We didn’t name her right away. It wasn’t hesitation- it was reverence. We wanted to feel who she was before choosing the name she would carry for life. I remember Rob’s grandma teasing us in those early days, saying Magnolia was going to go off to college still without a name. It made us laugh, but it also reminded us how deeply we wanted to choose something that fit– something that felt like her.
Her name had actually found us a few weeks before her birth, lingering quietly in our hearts if she was a girl, but we needed to see her first…to make certain it belonged to her.
So for nearly a week we whispered to her, watched her, studied the way she sighed, opened her eyes and curled her fingers. And with each passing day, it became clearer:
She was our Magnolia.
Strong and delicate. Rooted and gentle.
A name that truly felt like her.

Even with the intensity: the back labor, the exhaustion, the long unfolding, I found myself longing, even just two weeks later, to do it all again. It was the most incredible and empowering day of my life.
Birth changes you like that- breaking you open and filling you with a love so deep it softens every edge of memory.
Magnolia’s birth made me a mother.
She arrived in a snowstorm, just like all our biggest moments.
Her story is stitched into my body, into that cold April morning, into the home where she took her first breath, and into my soul forever.
A beginning I will treasure for the rest of my life.

Looking back, I wish I had more photos from Magnolia’s birth- real, intentional images that captured the sacredness of those hours and the way everything felt as I became a mother.

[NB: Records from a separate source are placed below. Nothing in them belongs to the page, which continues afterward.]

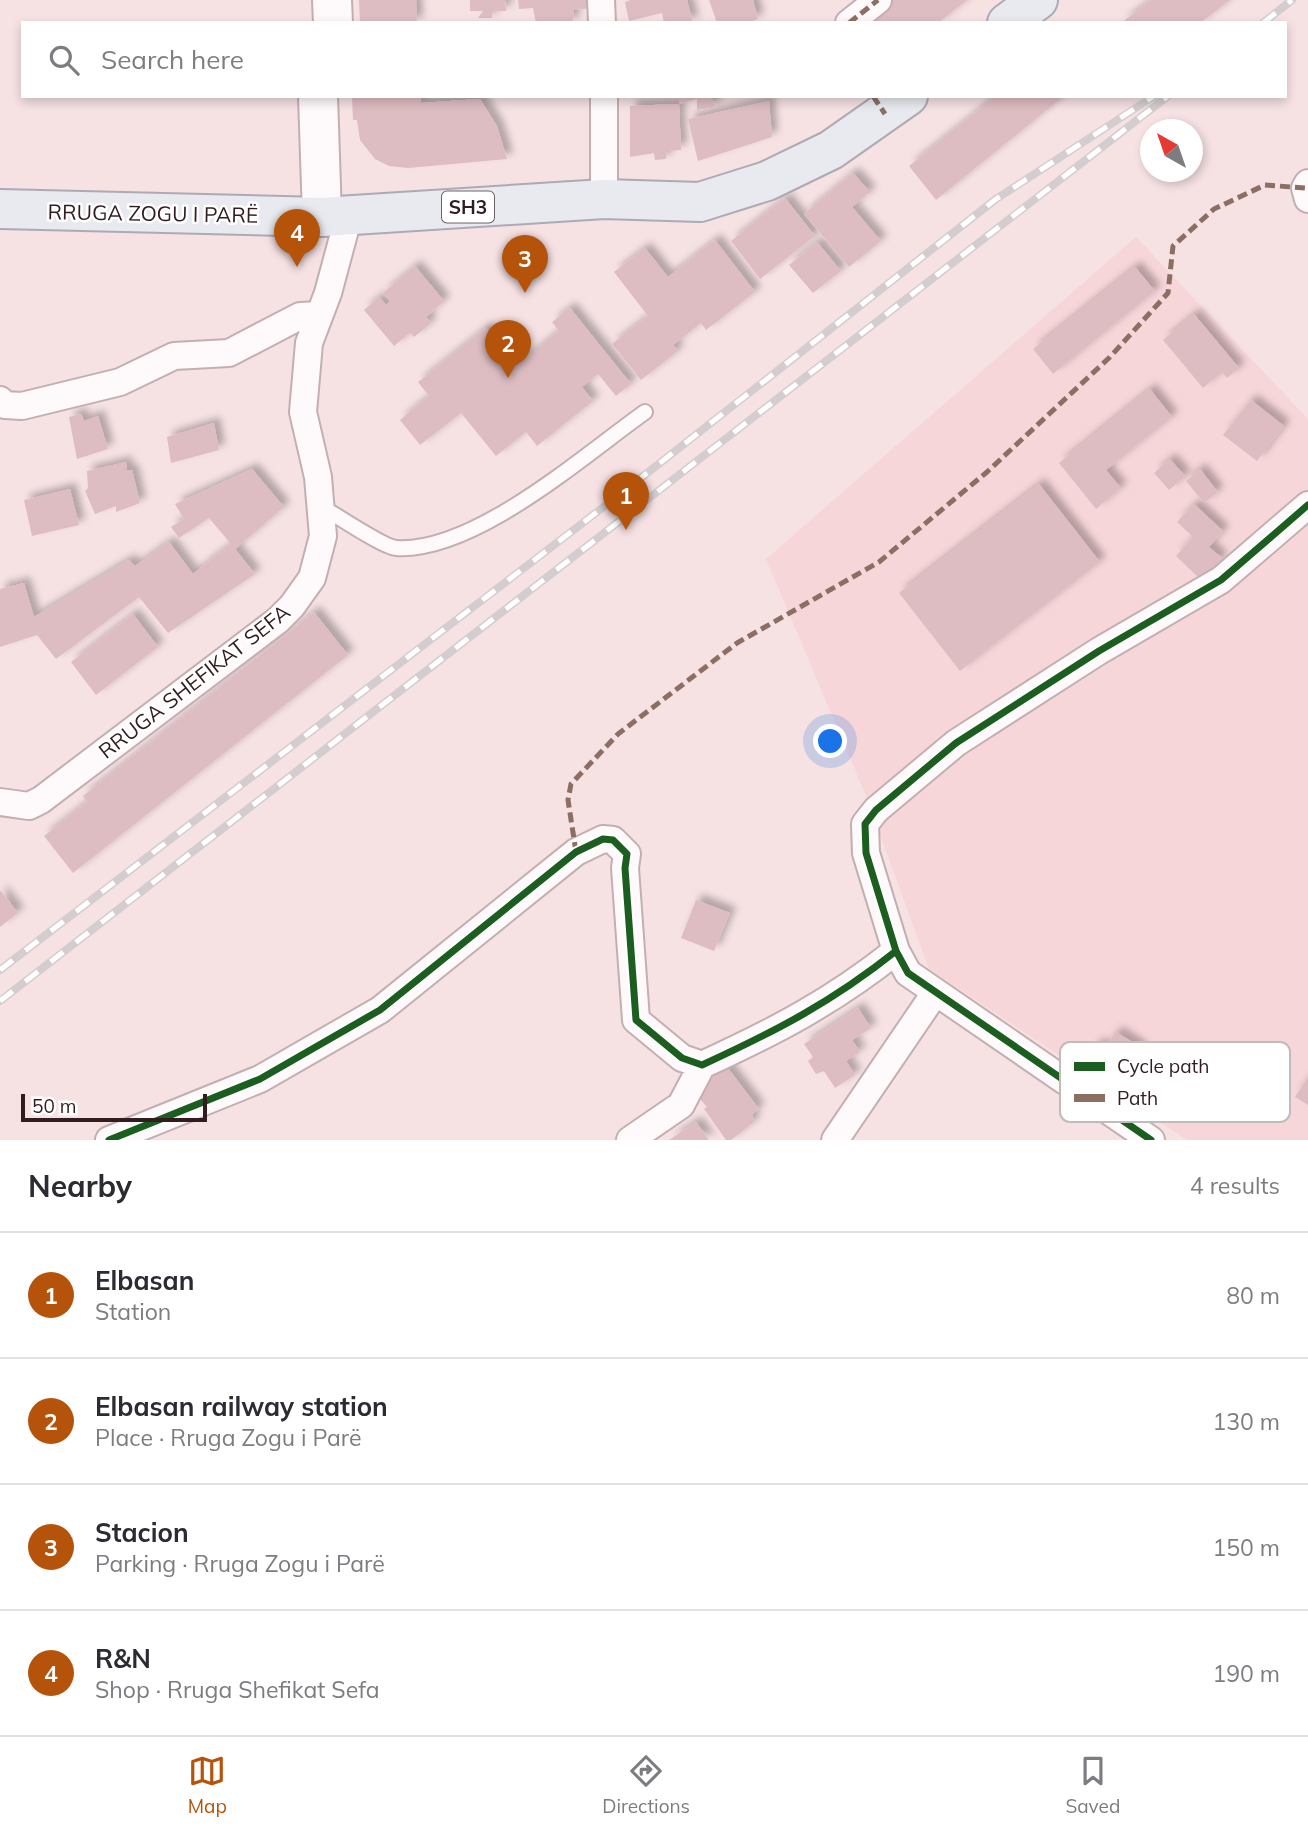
<!DOCTYPE html>
<html lang="en">
<head>
<meta charset="utf-8">
<style>
	:root { --surface:#fff; --page:#f7f7f7; --text:#2b2b33; --muted:#7c7c81; --line:#e1e1e2; --accent:#b45309 }
	body { margin:0; font-family:Mulish,sans-serif; background:var(--page); color:var(--text) }
	.compass { position:absolute; left:1140px; top:119px; width:63px; height:63px; border-radius:50%; background:var(--surface); box-shadow:0 4px 10px #0003; rotate:320deg }
	.scale { position:absolute; left:21px; bottom:18px; width:186px; box-sizing:border-box; padding-left:7px; border:4px solid #321c1f; border-top:0; font-size:19px; line-height:24px; white-space:nowrap; color:#321c1f; -webkit-text-stroke:5px #fff; paint-order:stroke }
	.you { position:absolute; left:831px; top:742px; width:24px; height:24px; margin:-18px; border:5px solid #fff; border-radius:50%; background:#1a73e8; box-shadow:0 0 0 10px #1a73e833 }
	.badge { display:grid; place-items:center; width:46px; height:46px; border-radius:50%; background:var(--accent); color:#fff; font-size:23px; font-weight:700 }
	.pin { position:absolute; translate:-50% -58px; filter:drop-shadow(0 2px 4px #0008) }
	.pin::after { content:''; position:absolute; top:37px; width:24px; height:21px; background:inherit; clip-path:polygon(0 0,100% 0,50% 100%) }
	.list { margin:0; padding:0; list-style:none }
	h2 { display:flex; justify-content:space-between; align-items:center; height:91px; margin:0; padding:0 28px; font-size:30px }
	h2 small { font-size:23px; font-weight:400; color:var(--muted) }
	.list li { display:grid; grid-template-columns:46px 1fr auto; gap:21px; align-items:center; box-sizing:border-box; height:126px; padding:0 28px; border-top:2px solid var(--line) }
	.list b { display:block; font-size:26px; white-space:nowrap }
	.list p { margin:0; font-size:23px; white-space:nowrap; color:var(--muted) }
	.list em { font-size:23px; font-style:normal; color:var(--muted) }
	.icon { flex:none; width:38px; height:38px; fill:none; stroke:currentColor; stroke-width:2; stroke-linecap:round; stroke-linejoin:round }
	.map { position:relative; flex:none; width:1308px; height:1140px; overflow:hidden }
	.search { position:absolute; background:var(--surface); box-shadow:0 4px 10px #0003; left:21px; right:21px; top:21px; height:77px; display:flex; align-items:center; gap:18px; box-sizing:border-box; padding:0 24px; border-radius:0px; color:var(--muted); font-size:26px }
	.sheet { height:595px; background:var(--surface) }
	nav { display:flex; justify-content:space-around; align-items:center; box-sizing:border-box; height:98px; border-top:2px solid var(--line); background:var(--surface); font-size:19px; color:var(--muted) }
	nav a { display:grid; justify-items:center; gap:4px }
	nav .on { color:var(--accent) }
	.map>svg:first-child { display:block }
	.built { fill:#f7d6d9 }
	.building { fill:#ddbdc2; filter:url(#shadow) }
	.lines { fill:none; stroke-linecap:round; stroke-linejoin:round }
	.lane-casing { stroke:#c3afb1; stroke-width:18 }
	.street-casing { stroke:#c3afb1; stroke-width:30 }
	.secondary-casing { stroke:#c3afb1; stroke-width:42 }
	.primary-casing { stroke:#adaab4; stroke-width:42 }
	.lane { stroke:#fefafb; stroke-width:14 }
	.street { stroke:#fefafb; stroke-width:26 }
	.secondary { stroke:#fefafb; stroke-width:38 }
	.primary { stroke:#e8eaef; stroke-width:38 }
	.rail-casing { stroke:#d4cdcf; stroke-width:8 }
	.rail { stroke:#fff; stroke-width:5; stroke-dasharray:16; stroke-linecap:butt }
	.quiet { stroke:#8d6e63; stroke-width:5; stroke-dasharray:10 5; stroke-linecap:butt }
	.cycleway-casing { stroke:#fff; stroke-width:11 }
	.cycleway { stroke:#1b5e20; stroke-width:7 }
	.labels { text-anchor:middle; dominant-baseline:central; stroke-width:5; stroke-linejoin:round; paint-order:stroke }
	.shield { fill:#fff; stroke:#706062; stroke-width:2 }
	.shield-label { font-size:19px; font-weight:bold; fill:#321c1f }
	.street-label { font-size:21px; fill:#321c1f; stroke:#fff }
	.key { fill:#fff; stroke:#c2bbbc; stroke-width:2 }
	.key-label { font-size:19px; fill:#321c1f }
</style>
</head>
<body>
<div class="map">
<svg width="1308" height="1140" viewBox="0 0 1308 1140">
	<defs>
		<filter id="shadow"><feDropShadow dx="6" dy="-6" stdDeviation="3.5" flood-color="#0004"/></filter>
	</defs>
	<rect width="100%" height="100%" fill="#f6e1e3"/>
	<path class="built" d="M1136 237 1308 419V1140H1187L929 969 866 796 766 559Z"/>
	<path class="building" d="M359 0H416L417 23H360Z
		M470 0H505L506 11H492V18H478L483 11H470Z
		M518 0H589L591 8 574 10 573 23H536L533 8 519 9Z
		M631 0H687L693 23H664L662 13 629 21 625 2Z
		M709 0H753L758 19 746 23H717Z
		M893 0H967L938 23H864Z
		M1151 0H1230L1200 23H1121Z
		M421 96V103L480 99 497 126 507 159 408 168 389 166 375 159 360 140 357 120H353L352 97Z
		M679 96H710L716 107 697 110V99L679 104Z
		M996 96H1064L936 200 909 166Z
		M769 101 772 137 698 161 688 119Z
		M679 104 681 150 667 151 666 159 655 160 654 153 630 157V106Z
		M853 173 870 192 852 207 881 241 849 267 804 214Z
		M785 198 815 236 760 279 731 241Z
		M715 240 755 292 706 330 701 323 673 345 678 351 641 380 612 344 648 316 614 272 645 248 668 277Z
		M817 242 841 271 813 293 789 265Z
		M415 266 444 301 426 317 431 323 414 337 410 333 394 346 364 310 379 297 386 305 390 301 383 293Z
		M1135 267 1155 291 1053 374 1033 349Z
		M570 308 631 384 616 396 598 374 582 387 593 401 537 446 526 432 496 456 461 413 420 445 400 420 429 396 418 382 486 328 516 366 559 331 552 322Z
		M1194 314 1239 368 1227 378 1222 372 1203 388 1163 340Z
		M1150 389 1172 417 1106 470 1121 488 1096 509 1059 463Z
		M1251 400 1284 426 1257 461 1223 435Z
		M81 414 84 421 98 416 108 449 77 459 69 417Z
		M214 423 219 450 171 463 167 437Z
		M1170 459 1185 476 1169 490 1154 473Z
		M126 462 127 470H132L140 503 116 512V506L95 514 85 491 88 488 87 471Z
		M252 469 284 507 235 549 255 574 168 633 139 597 56 659 37 635 0 647V589L24 583 34 617 129 560 135 566 169 542 193 574 231 544 209 518 179 538 171 527 184 519 175 504Z
		M1200 469 1218 492 1204 503 1186 481Z
		M1039 484 1100 562 960 671 899 593Z
		M70 489 79 525 32 536 24 500Z
		M1194 504 1223 531 1209 547 1222 558 1201 580 1176 556 1193 537 1177 522Z
		M314 612 348 655 73 873 44 836 87 802 83 796Z
		M133 614 158 647 96 695 71 662Z
		M0 890 18 913 0 927Z
		M696 900 730 913 714 951 681 938Z
		M858 1008 871 1028 852 1040 860 1052 846 1061 855 1075 835 1088 824 1071 816 1074 808 1061 813 1057 804 1044Z
		M1116 1032 1142 1048 1117 1087 1090 1070 1098 1057 1091 1053 1097 1043 1105 1048Z
		M724 1063 759 1109 752 1114 754 1122 731 1140H726L704 1109 707 1107 700 1099 708 1075Z
		M1308 1077V1105L1295 1097Z
		M696 1122 709 1140H669Z"/>
	<g class="lines">
		<defs>
			<path id="lane" d="M322 507C336 515 383 547 396 548 474 553 583 456 645 412"/>
			<path id="street" d="M601 0 602 23
				M849 23 878 0
				M1308 183 1305 188 1308 199
				M604 199V96
				M0 400 5 405 22 406 120 382 174 356 229 353 300 316 319 315
				M0 802 29 806 41 800 277 621 292 606 312 578 323 536 318 477 303 412 309 343 328 293 349 215
				M109 1140 260 1079 380 1010 576 852 603 839 613 840 627 854 625 868 636 1020 682 1058 702 1065C776 1031 832 1002 896 951
				M630 1140 681 1105 702 1065
				M835 1140 935 993
				M1151 1140 908 973 896 951 866 853 865 824 876 810 956 743 1099 651 1221 580 1308 505"/>
			<path id="secondary" d="M332 0 333 23
				M318 96 322 217"/>
			<path id="primary" d="M1007 23 1038 0
				M0 209 322 217 604 199 700 202 767 181 831 150 908 96"/>
		</defs>
		<use href="#lane" class="lane-casing"/>
		<use href="#street" class="street-casing"/>
		<use href="#secondary" class="secondary-casing"/>
		<use href="#primary" class="primary-casing"/>
		<use href="#lane" class="lane"/>
		<use href="#street" class="street"/>
		<use href="#secondary" class="secondary"/>
		<use href="#primary" class="primary"/>
		<defs>
			<path id="rail" d="M1263 23 1292 0
				M0 970 623 492 996 199 1154 96
				M0 1001 1168 96"/>
		</defs>
		<use href="#rail" class="rail-casing"/>
		<use href="#rail" class="rail"/>
		<path class="quiet" d="M849 23 878 0
			M873 96 885 114
			M576 852 568 800 571 784 618 734 737 643 879 562 987 472 1110 357 1168 293 1173 246 1214 209 1265 185 1305 188"/>
		<defs>
			<path id="cycleway" d="M109 1140 260 1079 380 1010 576 852 603 839 613 840 627 854 625 868 636 1020 682 1058 702 1065C776 1031 832 1002 896 951
				M1151 1140 908 973 896 951 866 853 865 824 876 810 956 743 1099 651 1221 580 1308 505"/>
		</defs>
		<use href="#cycleway" class="cycleway-casing"/>
		<use href="#cycleway" class="cycleway"/>
	</g>
	<g class="labels">
		<rect class="shield" x="442" y="191.5" width="52" height="31" rx="5"/>
		<g class="shield-label">
			<text x="468" y="207">SH3</text>
		</g>
		<g class="street-label">
			<text transform="translate(153 213) rotate(1)">RRUGA ZOGU I PARË</text>
			<text transform="translate(194 681) rotate(-38)">RRUGA SHEFIKAT SEFA</text>
		</g>
	</g>
	<rect x="1060" y="1042" width="230" height="80" rx="10" class="key"/>
	<rect x="1074" y="1062" width="31" height="9" fill="#1b5e20"/>
	<rect x="1074" y="1094" width="31" height="8" fill="#8d6e63"/>
	<g class="key-label">
		<text x="1117" y="1073">Cycle path</text>
		<text x="1117" y="1105">Path</text>
	</g>
</svg>
<svg class="compass" viewBox="-18 -18 36 36"><path d="M0-13l5 13h-10z" fill="#e53935"/><path d="M0 13l5-13h-10z" fill="#7c7c81"/></svg>
<div class="scale">50 m</div>
<div class="you"></div>
<div class="pin badge" style="left:626px;top:530px">1</div>
<div class="pin badge" style="left:508px;top:378px">2</div>
<div class="pin badge" style="left:525px;top:293px">3</div>
<div class="pin badge" style="left:297px;top:267px">4</div>
<div class="search"><svg class="icon" aria-label="search" viewBox="0 0 24 24"><circle cx="10" cy="10" r="6"/><path d="M15 15l6 6"/></svg>Search here</div>
</div>
<section class="sheet">
<h2>Nearby<small>4 results</small></h2>
<ul class="list">
<li><span class="badge">1</span><div><b>Elbasan</b><p>Station</p></div><em>80 m</em></li>
<li><span class="badge">2</span><div><b>Elbasan railway station</b><p>Place · Rruga Zogu i Parë</p></div><em>130 m</em></li>
<li><span class="badge">3</span><div><b>Stacion</b><p>Parking · Rruga Zogu i Parë</p></div><em>150 m</em></li>
<li><span class="badge">4</span><div><b>R&amp;N</b><p>Shop · Rruga Shefikat Sefa</p></div><em>190 m</em></li>
</ul>
</section>
<nav>
<a class="on"><svg class="icon" aria-label="map" viewBox="0 0 24 24"><path d="M3 6l6-2 6 2 6-2v14l-6 2-6-2-6 2zM9 4v14M15 6v14"/></svg>Map</a>
<a><svg class="icon" aria-label="directions" viewBox="0 0 24 24"><path d="M12 3l9 9-9 9-9-9zM9 14v-3h6M13 9l2 2-2 2"/></svg>Directions</a>
<a><svg class="icon" aria-label="saved" viewBox="0 0 24 24"><path d="M7 4h10v16l-5-4-5 4z"/></svg>Saved</a>
</nav>
</body>
</html>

We only have a few blurry snapshots, and though they’re precious, they leave so much of our story left untold.
I wish I could see the whole story, and watch it unfolded, with the clarity it deserves. I’ve collected the moments I remember, but I know countless little details have already slipped into the spaces of my memory.
We all deserve to clearly hold the story of the moments that almost break us, beautifully transform us, and lovingly carry us into a full new season of life- nothing does that better than birth.
Birth deserves to be witnessed, honored and remembered, not just in our hearts, but in the raw, wild, honest images that bring us right back to those tender moments. It’s the greatest honor of my work, and Magnolia’s story is where that passion began.
I deeply believe that birth stories need to be shared. Unlike the days of old, when women learned from sisters, mothers, aunties, and community, many women today don’t witness a single birth until their own. Birth has become hidden, and because of that, can feel unfamiliar, intimidating and misunderstood.
Telling birth stories helps bring birth back into the light. It helps us understand it, normalize it, and remember that our bodies are powerful and capable. I hope Magnolia’s story does that, even in some small way- offering another glimpse into the beauty, intensity, mystery, and strength that birth holds.